La Llorona
Jerome Shea March 29, 2009 Weekend Wonk
Last week I mentioned La Llorona, the Weeping Woman or Wailing Woman. You cannot have lived in New Mexico very long without hearing the tale. In fact, La Llorona is known throughout Central and South America and the American Southwest.
There are many variations, but the most common around these parts features a young woman named Maria. She is poor and from the wrong side of the tracks. She may be exceedingly beautiful or she may not be, but she is always ambitious: she is going to better herself. As fate would have it, she does indeed catch the eye and the heart of the town’s most eligible bachelor, and they marry. The first years are happy ones, but her husband has a roving eye and he spends more and more time away from her. At those rare times when he does come home, he dotes on their two children but pointedly ignores his wife. One day she spies her husband riding in a fancy carriage with a beautiful woman of his own class. This pushes Maria over the edge. In a vengeful rage she throws her two children into the river and they disappeared in the stream. She realizes what she has done and is overcome with grief. By some accounts she goes insane. She throws herself into the river, either to find her children or end her life or both. Ever after, one hears Maria’s ghost, La Llorona, frantically searching along the river at night for her lost children, weeping and wailing. And if she does not find her own children, she will take any others she surprises:
Don’t go down to the river, child,
Don’t go there alone
For the sobbing woman, wet and wild.
Might claim you for her own.
In another variant, a poor widow has a chance to remarry but the prospective husband has no interest in raising another man’s children. The widow does what she feels she must do to get her man. La Llorona behaves evilly, but I always like to remind myself that the man in these tales is no prize either. It takes two to make a horrendous folk tale.
At any rate, La Llorona is a potent bugbear to keep kids from playing near the ditches, and especially at night. I think that is the main reason why the story does not die.

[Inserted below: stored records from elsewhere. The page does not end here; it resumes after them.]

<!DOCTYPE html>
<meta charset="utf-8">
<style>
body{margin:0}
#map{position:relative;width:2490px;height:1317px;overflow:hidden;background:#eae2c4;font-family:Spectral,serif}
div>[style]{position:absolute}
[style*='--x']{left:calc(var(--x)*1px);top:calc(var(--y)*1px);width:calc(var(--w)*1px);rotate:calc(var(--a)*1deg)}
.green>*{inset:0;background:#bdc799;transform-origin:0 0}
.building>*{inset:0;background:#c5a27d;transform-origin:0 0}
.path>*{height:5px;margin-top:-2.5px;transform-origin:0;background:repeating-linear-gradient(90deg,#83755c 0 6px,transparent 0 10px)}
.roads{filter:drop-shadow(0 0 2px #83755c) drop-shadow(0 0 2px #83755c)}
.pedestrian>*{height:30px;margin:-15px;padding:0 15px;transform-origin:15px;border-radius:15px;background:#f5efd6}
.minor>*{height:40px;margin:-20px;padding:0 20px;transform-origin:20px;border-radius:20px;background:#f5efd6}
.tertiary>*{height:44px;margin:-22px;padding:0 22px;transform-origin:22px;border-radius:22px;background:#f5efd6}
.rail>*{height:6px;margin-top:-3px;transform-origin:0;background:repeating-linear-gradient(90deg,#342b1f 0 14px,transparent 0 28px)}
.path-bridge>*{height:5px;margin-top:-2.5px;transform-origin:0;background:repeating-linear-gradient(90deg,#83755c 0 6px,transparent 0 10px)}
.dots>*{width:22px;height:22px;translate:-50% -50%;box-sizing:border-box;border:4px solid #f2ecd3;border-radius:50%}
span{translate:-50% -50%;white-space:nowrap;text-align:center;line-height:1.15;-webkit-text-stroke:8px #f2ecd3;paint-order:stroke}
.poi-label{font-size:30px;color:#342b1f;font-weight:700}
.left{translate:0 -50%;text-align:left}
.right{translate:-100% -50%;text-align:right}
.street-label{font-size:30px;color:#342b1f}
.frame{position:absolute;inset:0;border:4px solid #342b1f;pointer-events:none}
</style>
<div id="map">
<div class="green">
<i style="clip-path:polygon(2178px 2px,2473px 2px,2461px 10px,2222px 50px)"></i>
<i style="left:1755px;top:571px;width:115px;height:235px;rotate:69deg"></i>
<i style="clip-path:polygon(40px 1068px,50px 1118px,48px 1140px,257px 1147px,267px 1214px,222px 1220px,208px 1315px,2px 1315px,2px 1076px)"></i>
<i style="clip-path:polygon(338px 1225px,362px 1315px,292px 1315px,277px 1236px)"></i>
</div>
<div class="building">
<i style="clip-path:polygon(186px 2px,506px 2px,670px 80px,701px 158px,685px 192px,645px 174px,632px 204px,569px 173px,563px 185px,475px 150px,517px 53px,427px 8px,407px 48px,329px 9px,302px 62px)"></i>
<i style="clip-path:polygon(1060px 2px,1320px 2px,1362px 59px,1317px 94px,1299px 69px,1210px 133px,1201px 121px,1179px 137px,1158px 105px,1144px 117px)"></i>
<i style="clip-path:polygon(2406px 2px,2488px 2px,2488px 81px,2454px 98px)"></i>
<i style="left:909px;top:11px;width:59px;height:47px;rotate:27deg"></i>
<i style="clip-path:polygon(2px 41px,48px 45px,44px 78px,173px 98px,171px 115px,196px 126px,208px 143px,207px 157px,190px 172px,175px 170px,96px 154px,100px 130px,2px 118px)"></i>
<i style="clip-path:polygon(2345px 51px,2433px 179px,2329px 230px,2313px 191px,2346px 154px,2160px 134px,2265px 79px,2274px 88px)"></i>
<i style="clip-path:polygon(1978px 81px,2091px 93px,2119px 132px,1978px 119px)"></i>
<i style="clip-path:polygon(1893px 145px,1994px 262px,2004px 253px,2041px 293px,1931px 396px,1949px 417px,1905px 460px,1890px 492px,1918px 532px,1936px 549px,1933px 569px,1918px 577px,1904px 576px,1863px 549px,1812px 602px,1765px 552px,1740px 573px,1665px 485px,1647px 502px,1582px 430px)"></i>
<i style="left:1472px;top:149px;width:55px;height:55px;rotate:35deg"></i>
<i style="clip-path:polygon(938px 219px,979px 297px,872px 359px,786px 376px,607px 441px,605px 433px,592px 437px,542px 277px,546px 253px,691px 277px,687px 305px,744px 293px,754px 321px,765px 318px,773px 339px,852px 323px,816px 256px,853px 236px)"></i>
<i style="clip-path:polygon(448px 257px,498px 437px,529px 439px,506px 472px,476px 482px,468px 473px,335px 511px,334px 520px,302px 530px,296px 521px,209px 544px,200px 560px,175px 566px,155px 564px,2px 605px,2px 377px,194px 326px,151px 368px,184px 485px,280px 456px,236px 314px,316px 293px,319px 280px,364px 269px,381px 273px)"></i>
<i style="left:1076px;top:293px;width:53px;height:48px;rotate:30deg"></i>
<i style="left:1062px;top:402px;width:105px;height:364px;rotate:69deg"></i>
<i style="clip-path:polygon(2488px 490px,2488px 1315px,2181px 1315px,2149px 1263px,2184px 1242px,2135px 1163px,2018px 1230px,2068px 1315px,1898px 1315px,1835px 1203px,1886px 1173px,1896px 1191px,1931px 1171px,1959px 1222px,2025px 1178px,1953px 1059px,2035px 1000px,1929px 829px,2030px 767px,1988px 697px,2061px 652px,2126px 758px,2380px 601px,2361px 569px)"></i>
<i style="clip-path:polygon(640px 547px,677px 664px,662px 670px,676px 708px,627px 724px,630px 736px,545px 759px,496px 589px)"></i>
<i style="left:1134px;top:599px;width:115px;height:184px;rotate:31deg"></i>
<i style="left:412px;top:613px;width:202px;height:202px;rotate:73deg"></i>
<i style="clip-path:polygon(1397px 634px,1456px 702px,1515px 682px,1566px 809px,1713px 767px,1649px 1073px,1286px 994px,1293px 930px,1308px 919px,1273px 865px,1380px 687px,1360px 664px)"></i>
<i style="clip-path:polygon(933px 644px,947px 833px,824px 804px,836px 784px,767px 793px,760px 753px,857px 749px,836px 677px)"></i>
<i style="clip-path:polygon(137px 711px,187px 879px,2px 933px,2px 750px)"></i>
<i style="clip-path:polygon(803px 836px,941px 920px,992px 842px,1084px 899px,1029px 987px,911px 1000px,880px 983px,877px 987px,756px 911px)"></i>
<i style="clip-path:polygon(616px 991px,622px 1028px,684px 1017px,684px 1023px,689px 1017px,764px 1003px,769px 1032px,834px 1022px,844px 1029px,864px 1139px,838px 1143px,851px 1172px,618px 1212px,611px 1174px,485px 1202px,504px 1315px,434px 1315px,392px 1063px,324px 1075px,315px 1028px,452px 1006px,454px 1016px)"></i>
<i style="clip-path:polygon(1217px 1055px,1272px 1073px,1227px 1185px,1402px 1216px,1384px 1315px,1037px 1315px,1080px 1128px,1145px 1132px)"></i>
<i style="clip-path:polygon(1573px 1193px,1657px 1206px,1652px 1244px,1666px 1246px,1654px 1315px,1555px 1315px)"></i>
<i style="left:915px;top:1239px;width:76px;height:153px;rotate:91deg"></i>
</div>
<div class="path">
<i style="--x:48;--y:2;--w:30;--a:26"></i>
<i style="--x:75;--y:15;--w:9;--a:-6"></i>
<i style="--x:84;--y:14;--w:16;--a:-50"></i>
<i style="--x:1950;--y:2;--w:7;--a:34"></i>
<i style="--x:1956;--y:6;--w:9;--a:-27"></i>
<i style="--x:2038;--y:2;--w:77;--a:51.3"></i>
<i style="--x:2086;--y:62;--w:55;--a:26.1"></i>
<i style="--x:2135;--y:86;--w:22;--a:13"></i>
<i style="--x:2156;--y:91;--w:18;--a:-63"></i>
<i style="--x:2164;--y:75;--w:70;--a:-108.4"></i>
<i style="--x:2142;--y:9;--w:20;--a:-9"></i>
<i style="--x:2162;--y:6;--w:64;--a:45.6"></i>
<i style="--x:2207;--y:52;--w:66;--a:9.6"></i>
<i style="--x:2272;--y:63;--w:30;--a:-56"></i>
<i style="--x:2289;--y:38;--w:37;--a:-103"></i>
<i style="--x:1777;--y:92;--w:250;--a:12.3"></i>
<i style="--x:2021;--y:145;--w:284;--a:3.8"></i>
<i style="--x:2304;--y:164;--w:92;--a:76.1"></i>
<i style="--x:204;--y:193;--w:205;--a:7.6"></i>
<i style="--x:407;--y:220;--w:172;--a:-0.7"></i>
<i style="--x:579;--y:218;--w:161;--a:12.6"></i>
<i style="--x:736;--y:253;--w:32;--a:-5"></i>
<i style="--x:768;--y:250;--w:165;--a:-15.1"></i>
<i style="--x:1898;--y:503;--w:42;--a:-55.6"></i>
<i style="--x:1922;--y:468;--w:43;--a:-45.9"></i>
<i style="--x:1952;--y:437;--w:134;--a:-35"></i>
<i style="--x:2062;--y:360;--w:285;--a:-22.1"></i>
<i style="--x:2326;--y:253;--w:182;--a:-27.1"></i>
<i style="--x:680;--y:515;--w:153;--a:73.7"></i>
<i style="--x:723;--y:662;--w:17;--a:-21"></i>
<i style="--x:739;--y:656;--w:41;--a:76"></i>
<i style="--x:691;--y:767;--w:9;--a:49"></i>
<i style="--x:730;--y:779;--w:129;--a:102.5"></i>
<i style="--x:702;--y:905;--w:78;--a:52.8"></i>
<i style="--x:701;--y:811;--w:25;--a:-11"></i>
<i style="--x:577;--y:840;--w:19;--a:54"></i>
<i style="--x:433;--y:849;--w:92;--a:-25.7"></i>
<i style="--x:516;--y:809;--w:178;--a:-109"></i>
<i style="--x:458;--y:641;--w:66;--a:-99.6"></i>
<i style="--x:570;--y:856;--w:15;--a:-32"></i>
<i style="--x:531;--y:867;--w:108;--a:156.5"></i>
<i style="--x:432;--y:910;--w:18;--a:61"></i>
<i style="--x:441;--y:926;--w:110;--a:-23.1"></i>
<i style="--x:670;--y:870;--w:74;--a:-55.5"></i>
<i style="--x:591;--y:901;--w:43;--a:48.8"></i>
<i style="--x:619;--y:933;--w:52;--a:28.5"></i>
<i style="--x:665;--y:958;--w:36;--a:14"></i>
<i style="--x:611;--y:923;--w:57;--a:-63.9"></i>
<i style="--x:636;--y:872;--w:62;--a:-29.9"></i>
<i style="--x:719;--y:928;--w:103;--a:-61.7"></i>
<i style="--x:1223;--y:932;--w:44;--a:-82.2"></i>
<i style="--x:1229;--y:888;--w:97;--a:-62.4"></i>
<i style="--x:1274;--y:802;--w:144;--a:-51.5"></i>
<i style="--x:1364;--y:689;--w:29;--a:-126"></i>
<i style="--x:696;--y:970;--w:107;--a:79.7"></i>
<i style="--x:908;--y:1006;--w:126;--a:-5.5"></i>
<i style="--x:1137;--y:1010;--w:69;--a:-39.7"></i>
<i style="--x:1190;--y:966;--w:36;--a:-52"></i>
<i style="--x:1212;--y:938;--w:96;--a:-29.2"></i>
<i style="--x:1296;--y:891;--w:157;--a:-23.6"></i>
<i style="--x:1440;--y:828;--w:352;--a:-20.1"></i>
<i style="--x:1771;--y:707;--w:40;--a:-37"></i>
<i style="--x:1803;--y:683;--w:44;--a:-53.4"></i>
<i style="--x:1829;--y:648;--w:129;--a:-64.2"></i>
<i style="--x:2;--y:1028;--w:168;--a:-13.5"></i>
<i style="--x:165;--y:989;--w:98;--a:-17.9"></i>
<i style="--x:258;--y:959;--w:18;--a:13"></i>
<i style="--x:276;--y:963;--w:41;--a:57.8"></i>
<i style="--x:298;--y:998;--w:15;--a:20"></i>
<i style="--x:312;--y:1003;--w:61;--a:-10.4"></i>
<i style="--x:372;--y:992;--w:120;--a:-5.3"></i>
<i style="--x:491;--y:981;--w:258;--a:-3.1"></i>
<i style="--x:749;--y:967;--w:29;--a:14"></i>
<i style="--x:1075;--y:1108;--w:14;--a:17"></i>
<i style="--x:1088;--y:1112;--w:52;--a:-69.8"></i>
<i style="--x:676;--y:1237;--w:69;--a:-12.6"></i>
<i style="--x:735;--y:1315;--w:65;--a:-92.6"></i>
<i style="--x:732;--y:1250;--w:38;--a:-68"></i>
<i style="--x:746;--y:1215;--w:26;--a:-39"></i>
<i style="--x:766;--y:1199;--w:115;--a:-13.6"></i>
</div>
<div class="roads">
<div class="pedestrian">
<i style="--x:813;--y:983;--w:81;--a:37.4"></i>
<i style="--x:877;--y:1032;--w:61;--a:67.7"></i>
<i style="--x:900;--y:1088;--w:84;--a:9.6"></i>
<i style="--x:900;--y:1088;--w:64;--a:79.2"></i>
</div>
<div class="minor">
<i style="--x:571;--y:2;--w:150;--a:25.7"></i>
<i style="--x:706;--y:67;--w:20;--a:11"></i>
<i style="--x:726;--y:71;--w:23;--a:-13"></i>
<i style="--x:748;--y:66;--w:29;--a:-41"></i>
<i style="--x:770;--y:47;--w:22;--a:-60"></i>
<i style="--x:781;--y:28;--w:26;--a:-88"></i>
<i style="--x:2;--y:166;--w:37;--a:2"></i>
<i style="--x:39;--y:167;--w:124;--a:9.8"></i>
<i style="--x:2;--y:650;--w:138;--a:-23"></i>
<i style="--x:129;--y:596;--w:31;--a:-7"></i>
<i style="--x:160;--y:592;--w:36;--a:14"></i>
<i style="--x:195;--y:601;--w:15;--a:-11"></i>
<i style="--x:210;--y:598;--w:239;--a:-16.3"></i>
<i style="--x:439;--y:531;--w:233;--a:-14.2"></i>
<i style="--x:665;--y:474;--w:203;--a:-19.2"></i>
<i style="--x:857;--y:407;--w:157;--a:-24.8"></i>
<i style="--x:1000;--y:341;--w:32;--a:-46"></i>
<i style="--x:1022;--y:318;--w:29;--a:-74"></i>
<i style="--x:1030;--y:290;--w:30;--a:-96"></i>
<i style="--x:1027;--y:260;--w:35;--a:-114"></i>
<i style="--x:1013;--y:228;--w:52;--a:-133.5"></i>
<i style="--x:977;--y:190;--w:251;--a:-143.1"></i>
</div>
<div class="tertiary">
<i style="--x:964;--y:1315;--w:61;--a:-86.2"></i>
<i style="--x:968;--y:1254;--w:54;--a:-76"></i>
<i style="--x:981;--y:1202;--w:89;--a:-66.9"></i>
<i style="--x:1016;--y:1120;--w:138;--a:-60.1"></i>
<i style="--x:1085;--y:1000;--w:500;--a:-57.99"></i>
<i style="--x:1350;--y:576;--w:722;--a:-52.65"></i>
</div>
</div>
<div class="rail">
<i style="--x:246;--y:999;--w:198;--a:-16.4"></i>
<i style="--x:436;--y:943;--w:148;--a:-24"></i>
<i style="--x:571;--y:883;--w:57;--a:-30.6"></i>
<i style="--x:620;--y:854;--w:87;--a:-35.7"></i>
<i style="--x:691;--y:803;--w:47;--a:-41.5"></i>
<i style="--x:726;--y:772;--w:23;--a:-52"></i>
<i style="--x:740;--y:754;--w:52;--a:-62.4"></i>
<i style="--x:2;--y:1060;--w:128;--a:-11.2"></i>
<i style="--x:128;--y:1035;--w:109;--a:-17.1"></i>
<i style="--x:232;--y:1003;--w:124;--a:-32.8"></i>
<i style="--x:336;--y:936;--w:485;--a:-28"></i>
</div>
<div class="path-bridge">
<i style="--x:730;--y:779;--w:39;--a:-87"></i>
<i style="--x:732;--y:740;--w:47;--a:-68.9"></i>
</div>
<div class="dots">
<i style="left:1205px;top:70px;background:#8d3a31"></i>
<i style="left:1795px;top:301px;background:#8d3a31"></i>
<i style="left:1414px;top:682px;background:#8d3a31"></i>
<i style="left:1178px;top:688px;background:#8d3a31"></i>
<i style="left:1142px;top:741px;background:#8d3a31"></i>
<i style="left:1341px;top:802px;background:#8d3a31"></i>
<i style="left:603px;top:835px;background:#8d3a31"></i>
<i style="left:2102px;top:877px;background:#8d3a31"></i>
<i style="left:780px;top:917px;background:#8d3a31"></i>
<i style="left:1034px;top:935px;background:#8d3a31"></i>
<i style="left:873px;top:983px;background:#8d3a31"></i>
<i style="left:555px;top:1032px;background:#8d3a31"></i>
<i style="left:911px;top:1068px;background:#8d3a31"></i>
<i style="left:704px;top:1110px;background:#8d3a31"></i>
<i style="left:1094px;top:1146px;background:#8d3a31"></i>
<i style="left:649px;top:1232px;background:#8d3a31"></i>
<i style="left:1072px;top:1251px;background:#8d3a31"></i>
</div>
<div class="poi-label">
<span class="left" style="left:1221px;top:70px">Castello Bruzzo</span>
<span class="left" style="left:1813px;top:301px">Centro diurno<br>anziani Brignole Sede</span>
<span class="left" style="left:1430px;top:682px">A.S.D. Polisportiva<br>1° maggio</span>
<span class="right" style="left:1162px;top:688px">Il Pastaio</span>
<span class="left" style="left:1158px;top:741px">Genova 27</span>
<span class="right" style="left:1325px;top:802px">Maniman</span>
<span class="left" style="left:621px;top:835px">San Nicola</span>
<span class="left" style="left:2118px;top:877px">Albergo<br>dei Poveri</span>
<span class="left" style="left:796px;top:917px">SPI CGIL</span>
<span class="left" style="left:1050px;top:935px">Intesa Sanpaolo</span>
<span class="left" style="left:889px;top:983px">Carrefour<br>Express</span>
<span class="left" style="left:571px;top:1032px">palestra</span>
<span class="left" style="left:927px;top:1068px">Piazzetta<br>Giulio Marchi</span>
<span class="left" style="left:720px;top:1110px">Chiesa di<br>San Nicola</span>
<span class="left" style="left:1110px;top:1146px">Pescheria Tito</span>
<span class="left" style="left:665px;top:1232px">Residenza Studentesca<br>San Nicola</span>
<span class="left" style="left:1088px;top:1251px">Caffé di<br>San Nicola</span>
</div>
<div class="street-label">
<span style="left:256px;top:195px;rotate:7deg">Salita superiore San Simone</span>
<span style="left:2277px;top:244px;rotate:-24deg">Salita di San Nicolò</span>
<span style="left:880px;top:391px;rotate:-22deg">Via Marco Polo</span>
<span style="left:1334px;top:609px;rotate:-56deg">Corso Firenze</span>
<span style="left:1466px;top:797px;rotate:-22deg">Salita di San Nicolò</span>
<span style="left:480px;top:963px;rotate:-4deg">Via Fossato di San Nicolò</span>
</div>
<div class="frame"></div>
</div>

Sometimes La Llorona is identified with La Malinche, Hernando Cortes’s Aztec mistress, reviled for betraying her own people. In this version, Cortez decides to marry a woman of his own race (there is no evidence for this, by the way) and in a fury La Malinche kills their child.
Does La Llorona, or parts of it, sound familiar? It should. Myth and folklore—and, sadly, today’s headlines—offer examples of filicide (sorry, I could not resist the fancy technical term). Medea comes to mind. When Jason—now there was some piece of work—abandoned her for a better alliance, she coldly murdered their two sons. Nor did she stop there. Pretending remorse, she presented Jason’s intended with a beautiful wedding gown—which burst into flames, immolating the bride. (This is the first cautionary tale that I know about trading up to a trophy wife.). Niobe did not kill her children directly but caused their deaths by her pride and arrogance. In her grief she eventually became Mt. Sipylus, a rock formation in Turkey which vaguely resembles a woman’s head. Water seeps through the porous limestone when it rains: Niobe weeps forever for her lost children.
Does the name “Susan Smith” ring a bell? In October of 1994, she let her car roll into a South Carolina lake with her two toddlers strapped in their car seats, drowning them. We may never know, but allegedly a lover said that he was not interested in a “ready-made family,” and Smith took the hint. I can find no evidence of remorse. Sadly, Smith’s is not the only case, but the other women that I have turned up—Andrea Yates and Dena Schlosser, in Texas, for example—were clearly unhinged, often receiving direct instructions from God or Satan. These case are tragic, but not diabolic.
When I said that La Llorona lives on as a useful tale to keep the kids away from the ditches, I think I was being too glib. It is hard to conceive of anything worse than killing your own children, those innocents who trust you so. There are truths and cautions aplenty in this murky soup. La Llorona haunts us still.